Le « Black Friday » ne débutera que le vendredi 4 décembre en France. Bruno Le Maire, ministre des finances, a annoncé vendredi 20 novembre avoir obtenu l’engagement des représentants de la grande distribution, du commerce et de la vente en ligne de « reporter d’une semaine » cette opération promotionnelle « sous réserve d’une réouverture des commerces d’ici là ».

En 2019, le « Black Friday » avait attiré les foules dans les points de vente. La fréquentation avait bondi de 20 % dans les centres commerciaux. Dès lors, le gouvernement redoutait que, en pleine deuxième vague de l’épidémie de Covid-19, l’édition 2020 de cette opération commerciale attire trop de personnes en magasins et contribue à la propagation du virus.

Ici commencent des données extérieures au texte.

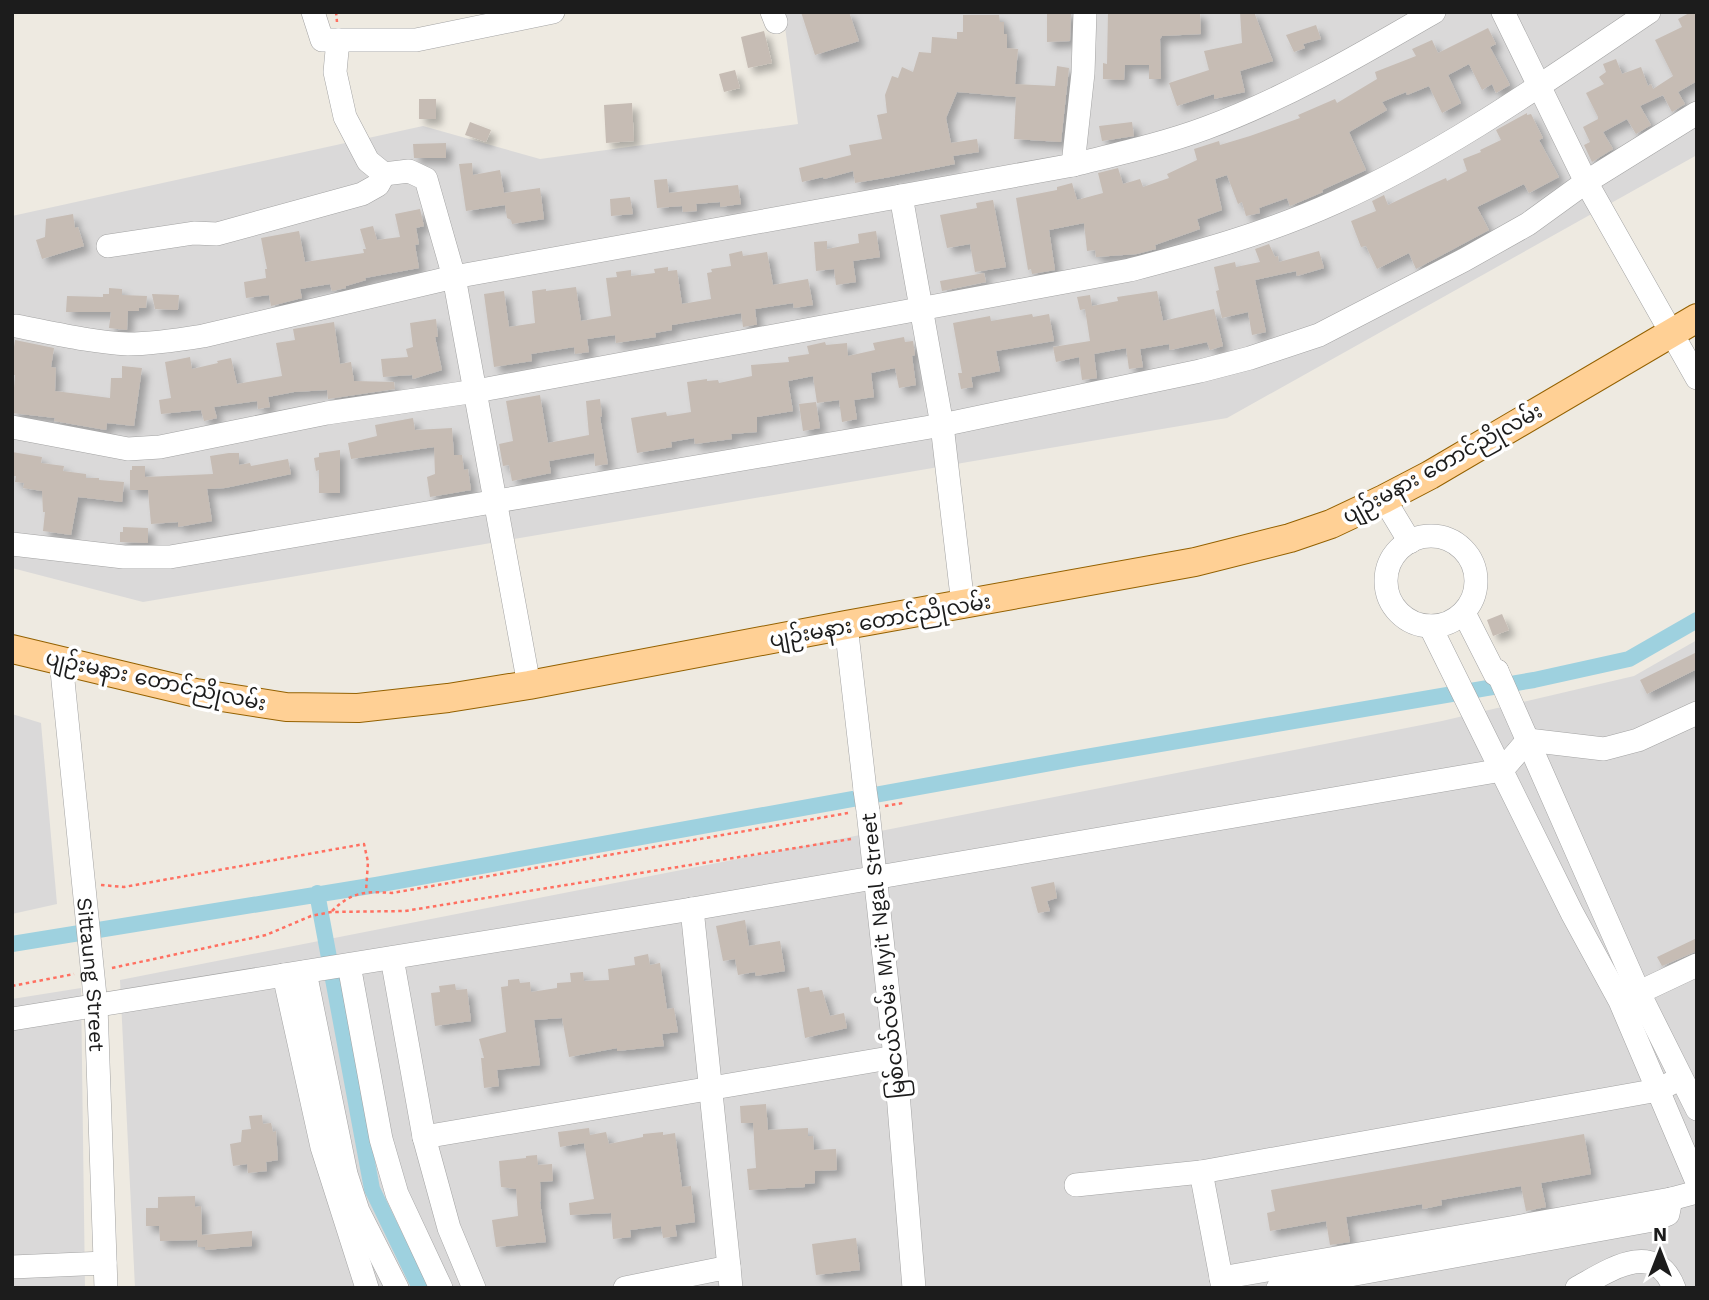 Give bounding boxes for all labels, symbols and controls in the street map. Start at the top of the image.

Ce report « était une nécessité », reconnaît Laurent Milchior, gérant du groupe Etam.

Mais il est fort probable que les enseignes dégainent d’autres promotions, dès le samedi 28 novembre, date probable de réouverture des magasins de produits non essentiels contraints de fermer au 31 octobre. Car, depuis la diffusion du journal télévisé de 20 heures, jeudi 19 novembre, au cours duquel Frédéric Duval, directeur général d’Amazon en France, était invité, plus aucun de nos compatriotes ne peut ignorer qu’il faudra patienter jusqu’au 4 décembre pour, à prix cassé, acheter l’ordinateur ou le téléphone promis sous le sapin.

L’opération de communication du dirigeant d’Amazon qui, le matin même, à Bercy, avait refusé tout accord de principe au report de cette opération, agace ses concurrents. « Il aurait été préférable qu’il réponde sur ce point aux ministres plutôt qu’au JT », déplore un participant.

Depuis, M. Le Maire a certes salué « l’esprit de responsabilité et de solidarité » des acteurs de la distribution. « C’est louable », note Emmanuel Le Roch, délégué général de la fédération Procos. Mais, en coulisses, la guerre commerciale entre les enseignes se prépare. « Nous appelons chacun des acteurs à faire preuve de responsabilité, pour que le week-end du 28 novembre se déroule sans promotions importantes », prévient d’ores et déjà Yohann Petiot, de l’Alliance du commerce.

Car, de fait, toutes les chaînes pratiquent déjà les « prix cassés », les « cool days à – 50 % » ou et les opérations de « crédit gratuit » pour préempter le budget des Français consacré aux achats de Noël. Lors de la réouverture de ses magasins, King Jouet promet lui de promouvoir des produits de « marques fabriquées ou conçues en France ». L’enseigne de jouets ne sera pas la seule à vouloir rattraper la perte d’activité de novembre. Dans les boutiques d’habillement et les grands magasins, « ça va matraquer » sans attendre le « Black Friday », reconnaît le dirigeant d’une enseigne.